A; Crime, Drama
Director: Abhishek Chaubey
Cast: Shahid Kapoor, Alia Bhatt, Kareena Kapoor Khan, Diljit Dosanjh
'Udta Punjab' poster
The film opens with a jaw dropping scene when a big packet of drugs is casually flung over by a discus thrower from the other side of the border to be picked up by a 'business' partner in Punjab. This, sets the tone for the rest of the film, which slowly and disturbingly unravels the horrors of the deep and prevalent drug menace in the state.
Tommy Singh (Shahid Kapoor) is the popular pop star of Punjab, he's talented, he's obnoxious, he's Gabru and he's dangerously dependent on drugs. Young Tommy has lost control of self as the potent combination of drugs and heady fame rules his life. His lyrics are mostly an ode to the drugs that consistently run through his blood stream.
Tommy is not the culprit, he's a victim like a lot of youngsters who are awestruck by him and ape him. He is too naive and drug addled to even realise the repercussions in the long run.
The unnamed labour girl (played by Alia Bhatt) is seemingly simple but much stronger. When she stumbles upon a consignment of drugs, she guilelessly hopes to get herself a better life by selling it, without realising how she can get trapped in the muck of this greed driven world of drug business.
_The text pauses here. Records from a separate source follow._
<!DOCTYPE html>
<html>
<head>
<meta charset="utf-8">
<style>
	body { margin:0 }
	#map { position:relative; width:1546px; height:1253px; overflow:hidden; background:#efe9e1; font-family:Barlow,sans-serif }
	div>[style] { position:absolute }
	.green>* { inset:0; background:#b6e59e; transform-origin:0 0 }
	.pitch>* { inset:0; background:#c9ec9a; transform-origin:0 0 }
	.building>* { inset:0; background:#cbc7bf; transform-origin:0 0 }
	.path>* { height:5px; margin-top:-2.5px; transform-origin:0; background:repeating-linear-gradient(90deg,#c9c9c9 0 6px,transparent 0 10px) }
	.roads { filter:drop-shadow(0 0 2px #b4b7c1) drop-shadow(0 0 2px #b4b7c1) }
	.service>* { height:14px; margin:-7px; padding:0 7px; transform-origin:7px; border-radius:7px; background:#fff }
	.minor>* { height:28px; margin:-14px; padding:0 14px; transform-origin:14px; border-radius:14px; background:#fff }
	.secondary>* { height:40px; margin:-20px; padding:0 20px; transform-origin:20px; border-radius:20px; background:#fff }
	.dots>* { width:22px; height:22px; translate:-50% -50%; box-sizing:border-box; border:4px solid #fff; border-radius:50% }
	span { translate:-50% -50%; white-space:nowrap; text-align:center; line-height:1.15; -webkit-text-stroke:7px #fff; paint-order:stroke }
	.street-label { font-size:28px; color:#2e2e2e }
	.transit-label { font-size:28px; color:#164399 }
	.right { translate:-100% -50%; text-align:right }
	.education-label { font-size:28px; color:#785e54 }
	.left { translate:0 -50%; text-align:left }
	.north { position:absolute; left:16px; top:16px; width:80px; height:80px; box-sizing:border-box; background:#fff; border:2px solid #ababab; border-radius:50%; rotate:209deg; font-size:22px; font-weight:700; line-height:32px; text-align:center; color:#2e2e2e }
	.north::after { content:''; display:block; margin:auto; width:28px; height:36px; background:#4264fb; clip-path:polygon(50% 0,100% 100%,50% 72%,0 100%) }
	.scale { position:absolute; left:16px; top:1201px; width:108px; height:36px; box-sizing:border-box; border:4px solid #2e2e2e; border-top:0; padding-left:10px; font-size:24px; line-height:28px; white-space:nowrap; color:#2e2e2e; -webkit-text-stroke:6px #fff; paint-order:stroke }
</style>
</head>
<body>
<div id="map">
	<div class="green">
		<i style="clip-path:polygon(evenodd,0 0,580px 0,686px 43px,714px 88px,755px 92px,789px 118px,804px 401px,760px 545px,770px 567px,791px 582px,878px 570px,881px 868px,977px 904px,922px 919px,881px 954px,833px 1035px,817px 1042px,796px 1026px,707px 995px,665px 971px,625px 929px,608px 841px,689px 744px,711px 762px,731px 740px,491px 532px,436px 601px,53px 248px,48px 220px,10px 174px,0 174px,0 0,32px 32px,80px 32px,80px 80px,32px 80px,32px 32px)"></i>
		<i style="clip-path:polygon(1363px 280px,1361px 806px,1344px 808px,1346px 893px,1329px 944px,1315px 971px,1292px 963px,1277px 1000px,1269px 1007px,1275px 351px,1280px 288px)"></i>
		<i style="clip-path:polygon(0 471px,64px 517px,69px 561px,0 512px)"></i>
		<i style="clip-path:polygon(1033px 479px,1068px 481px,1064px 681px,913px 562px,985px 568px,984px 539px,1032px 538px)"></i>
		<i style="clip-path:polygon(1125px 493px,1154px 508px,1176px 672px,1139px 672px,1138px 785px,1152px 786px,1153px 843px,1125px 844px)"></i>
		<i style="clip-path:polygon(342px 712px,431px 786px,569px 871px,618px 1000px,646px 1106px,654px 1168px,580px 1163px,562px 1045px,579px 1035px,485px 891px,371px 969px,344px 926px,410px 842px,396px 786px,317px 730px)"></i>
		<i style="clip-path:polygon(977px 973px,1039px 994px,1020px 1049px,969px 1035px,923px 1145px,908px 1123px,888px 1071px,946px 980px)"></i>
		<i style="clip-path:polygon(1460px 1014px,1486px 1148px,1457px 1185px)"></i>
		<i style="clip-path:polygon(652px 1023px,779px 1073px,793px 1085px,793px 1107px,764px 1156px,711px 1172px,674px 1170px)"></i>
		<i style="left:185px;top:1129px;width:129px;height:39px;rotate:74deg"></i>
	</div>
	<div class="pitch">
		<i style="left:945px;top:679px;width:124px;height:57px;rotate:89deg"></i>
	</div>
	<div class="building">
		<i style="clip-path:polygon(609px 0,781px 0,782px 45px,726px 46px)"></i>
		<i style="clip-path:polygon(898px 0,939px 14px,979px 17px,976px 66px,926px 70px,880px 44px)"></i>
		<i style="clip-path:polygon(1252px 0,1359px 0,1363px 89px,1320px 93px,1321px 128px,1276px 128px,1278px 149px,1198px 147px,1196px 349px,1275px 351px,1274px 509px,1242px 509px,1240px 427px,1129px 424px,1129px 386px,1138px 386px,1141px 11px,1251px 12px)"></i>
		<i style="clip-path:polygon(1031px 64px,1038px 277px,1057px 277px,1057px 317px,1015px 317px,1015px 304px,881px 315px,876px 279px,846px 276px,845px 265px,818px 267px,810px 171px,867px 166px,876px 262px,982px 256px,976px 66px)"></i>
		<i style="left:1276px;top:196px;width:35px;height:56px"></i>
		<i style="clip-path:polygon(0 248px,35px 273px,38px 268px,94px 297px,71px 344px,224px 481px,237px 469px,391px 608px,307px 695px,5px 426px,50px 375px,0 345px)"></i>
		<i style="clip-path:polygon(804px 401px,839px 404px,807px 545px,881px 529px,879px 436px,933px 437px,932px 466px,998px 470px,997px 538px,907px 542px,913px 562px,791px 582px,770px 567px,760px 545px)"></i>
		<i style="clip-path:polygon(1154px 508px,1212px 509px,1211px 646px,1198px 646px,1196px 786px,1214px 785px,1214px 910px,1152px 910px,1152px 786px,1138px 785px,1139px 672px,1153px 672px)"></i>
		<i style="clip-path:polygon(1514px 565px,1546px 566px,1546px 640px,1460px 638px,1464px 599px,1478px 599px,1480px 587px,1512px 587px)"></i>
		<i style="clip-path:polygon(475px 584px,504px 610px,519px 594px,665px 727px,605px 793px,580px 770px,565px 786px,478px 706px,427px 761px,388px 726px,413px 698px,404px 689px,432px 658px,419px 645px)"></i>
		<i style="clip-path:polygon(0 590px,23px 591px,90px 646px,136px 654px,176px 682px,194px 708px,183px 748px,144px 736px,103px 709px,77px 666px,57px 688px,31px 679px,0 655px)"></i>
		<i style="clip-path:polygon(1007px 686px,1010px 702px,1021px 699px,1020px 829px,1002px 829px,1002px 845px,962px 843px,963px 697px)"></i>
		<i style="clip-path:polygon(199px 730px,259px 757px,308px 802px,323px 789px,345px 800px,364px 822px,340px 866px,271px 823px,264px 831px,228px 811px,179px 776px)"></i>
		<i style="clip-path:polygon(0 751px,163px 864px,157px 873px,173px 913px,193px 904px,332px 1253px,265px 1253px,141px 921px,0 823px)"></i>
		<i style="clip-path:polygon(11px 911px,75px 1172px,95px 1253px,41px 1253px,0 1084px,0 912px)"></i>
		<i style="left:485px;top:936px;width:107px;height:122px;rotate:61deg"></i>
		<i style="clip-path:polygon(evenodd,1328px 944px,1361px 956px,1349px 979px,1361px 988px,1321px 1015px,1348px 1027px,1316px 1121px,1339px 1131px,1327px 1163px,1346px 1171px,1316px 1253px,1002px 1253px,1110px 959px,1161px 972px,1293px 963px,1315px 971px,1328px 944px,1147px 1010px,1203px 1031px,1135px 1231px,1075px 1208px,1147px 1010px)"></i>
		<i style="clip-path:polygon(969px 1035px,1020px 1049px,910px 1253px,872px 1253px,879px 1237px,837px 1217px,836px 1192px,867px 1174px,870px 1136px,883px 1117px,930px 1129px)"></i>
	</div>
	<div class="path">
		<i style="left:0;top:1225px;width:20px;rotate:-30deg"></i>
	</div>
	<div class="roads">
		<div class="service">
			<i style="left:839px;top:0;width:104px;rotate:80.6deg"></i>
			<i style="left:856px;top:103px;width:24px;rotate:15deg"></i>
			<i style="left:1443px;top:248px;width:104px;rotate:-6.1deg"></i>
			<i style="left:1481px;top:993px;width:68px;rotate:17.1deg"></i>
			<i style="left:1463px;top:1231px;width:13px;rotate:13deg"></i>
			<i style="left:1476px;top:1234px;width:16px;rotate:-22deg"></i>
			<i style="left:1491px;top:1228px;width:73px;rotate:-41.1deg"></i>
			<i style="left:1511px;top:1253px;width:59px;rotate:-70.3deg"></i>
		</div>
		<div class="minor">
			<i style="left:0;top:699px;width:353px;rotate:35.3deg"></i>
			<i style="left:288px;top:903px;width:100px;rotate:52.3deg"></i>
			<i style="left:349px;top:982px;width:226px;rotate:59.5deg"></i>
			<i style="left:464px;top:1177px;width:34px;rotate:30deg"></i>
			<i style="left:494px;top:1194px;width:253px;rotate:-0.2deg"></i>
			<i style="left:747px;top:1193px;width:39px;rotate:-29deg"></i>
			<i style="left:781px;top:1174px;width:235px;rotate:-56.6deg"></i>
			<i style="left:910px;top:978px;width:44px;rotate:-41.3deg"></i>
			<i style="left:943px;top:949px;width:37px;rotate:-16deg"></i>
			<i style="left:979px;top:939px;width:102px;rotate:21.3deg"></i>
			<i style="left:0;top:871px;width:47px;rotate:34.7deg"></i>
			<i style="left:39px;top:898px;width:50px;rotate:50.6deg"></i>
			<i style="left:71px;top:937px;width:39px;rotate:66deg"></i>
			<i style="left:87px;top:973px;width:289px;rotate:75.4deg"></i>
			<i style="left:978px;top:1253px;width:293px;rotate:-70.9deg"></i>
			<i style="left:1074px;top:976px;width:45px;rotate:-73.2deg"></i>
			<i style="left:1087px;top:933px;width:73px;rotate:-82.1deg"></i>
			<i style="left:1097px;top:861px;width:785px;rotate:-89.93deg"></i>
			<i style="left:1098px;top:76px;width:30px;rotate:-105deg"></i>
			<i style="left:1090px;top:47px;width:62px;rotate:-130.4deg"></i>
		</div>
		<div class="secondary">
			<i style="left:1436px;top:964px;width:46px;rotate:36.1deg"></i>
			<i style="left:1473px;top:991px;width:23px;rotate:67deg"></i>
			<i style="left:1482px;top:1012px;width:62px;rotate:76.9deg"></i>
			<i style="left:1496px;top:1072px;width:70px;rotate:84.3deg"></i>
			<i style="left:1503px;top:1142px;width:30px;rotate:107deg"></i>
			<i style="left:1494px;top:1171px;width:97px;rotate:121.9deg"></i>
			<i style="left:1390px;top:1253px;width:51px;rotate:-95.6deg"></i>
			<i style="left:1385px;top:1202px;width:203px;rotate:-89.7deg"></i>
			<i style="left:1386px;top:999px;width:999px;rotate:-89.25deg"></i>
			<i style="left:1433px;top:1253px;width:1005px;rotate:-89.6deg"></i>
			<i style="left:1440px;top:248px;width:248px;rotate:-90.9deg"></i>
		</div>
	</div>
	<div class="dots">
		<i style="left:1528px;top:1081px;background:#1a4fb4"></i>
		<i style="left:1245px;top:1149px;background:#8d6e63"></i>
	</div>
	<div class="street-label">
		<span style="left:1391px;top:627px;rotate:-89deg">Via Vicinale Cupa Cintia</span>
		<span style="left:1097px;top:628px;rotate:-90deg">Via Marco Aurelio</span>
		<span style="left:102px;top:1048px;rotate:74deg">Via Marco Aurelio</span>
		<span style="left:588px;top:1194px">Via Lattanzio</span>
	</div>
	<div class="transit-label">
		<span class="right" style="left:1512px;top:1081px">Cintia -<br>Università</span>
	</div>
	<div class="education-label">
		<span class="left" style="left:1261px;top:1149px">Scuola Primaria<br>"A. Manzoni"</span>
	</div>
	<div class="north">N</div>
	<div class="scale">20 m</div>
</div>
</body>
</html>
Sartaj Singh, the cop, is too happy being a cog in the corrupt wheel as he and his boss wrangle bribe from the drug dealers and suppliers and merrily let the consignments enter the state. The repercussions of his actions strike him when the truth hits too close home. It is Preeto (Kareena Kapoor Khan) who seems to be the only sane voice in this mess, helps him with that.
This is a heart wrenching and deeply disturbing story of broken, fallible human beings, who aren't capable of or refuse to look at the bigger picture as long as their present is tolerable. It is dark alright but mercifully, not hopeless because these very people display strengths of character at that crucial turn in their lives; Tommy Singh (Shahid Kapoor) and Sartaj (Diljit Dosanjh) come in touch with their conscience and Alia's character makes her strong and overwhelming passion to get better of the miserable situation that she's stuck in.
The seamless screenplay (Abhishek Chaubey and Sudip Sharma) keeps you hooked and involved in the proceedings as we are taken deeper and deeper through the despondency of the situation and the rampant corruption that makes sure that it doesn't improve. The cinematography (Rajeev Ravi) blends perfectly well with the mood of the film.
Above all, this film undoubtedly belongs to Alia Bhatt and Shahid Kapoor. Alia, as someone who tries fighting destiny with her loud, protesting sobs, as someone who fights succumbing to the drug filled world of the weak, is fantabulous.
Shahid Kapoor has proved his mettle earlier but it wouldn't be an exaggeration to call this his best performance till date. A badass with a good heart, Shahid plays this complex character with an admirable ease. From someone who foolishly thinks he conquers the world to a frightful realisation of the truth, he goes through a transformation with an absolute conviction. Diljit's charm is used to the fullest here, and he does a good job. Even though Kareena Kapoor Khan doesn't get as much screen space as one would have liked, she leaves her stamp with her honest and natural performance.
Walking out of the theatre, one is grateful that the filmmakers fought for this film. This had to be served undistilled, and untouched by people who don't see or choose not to see the gravity of the situation.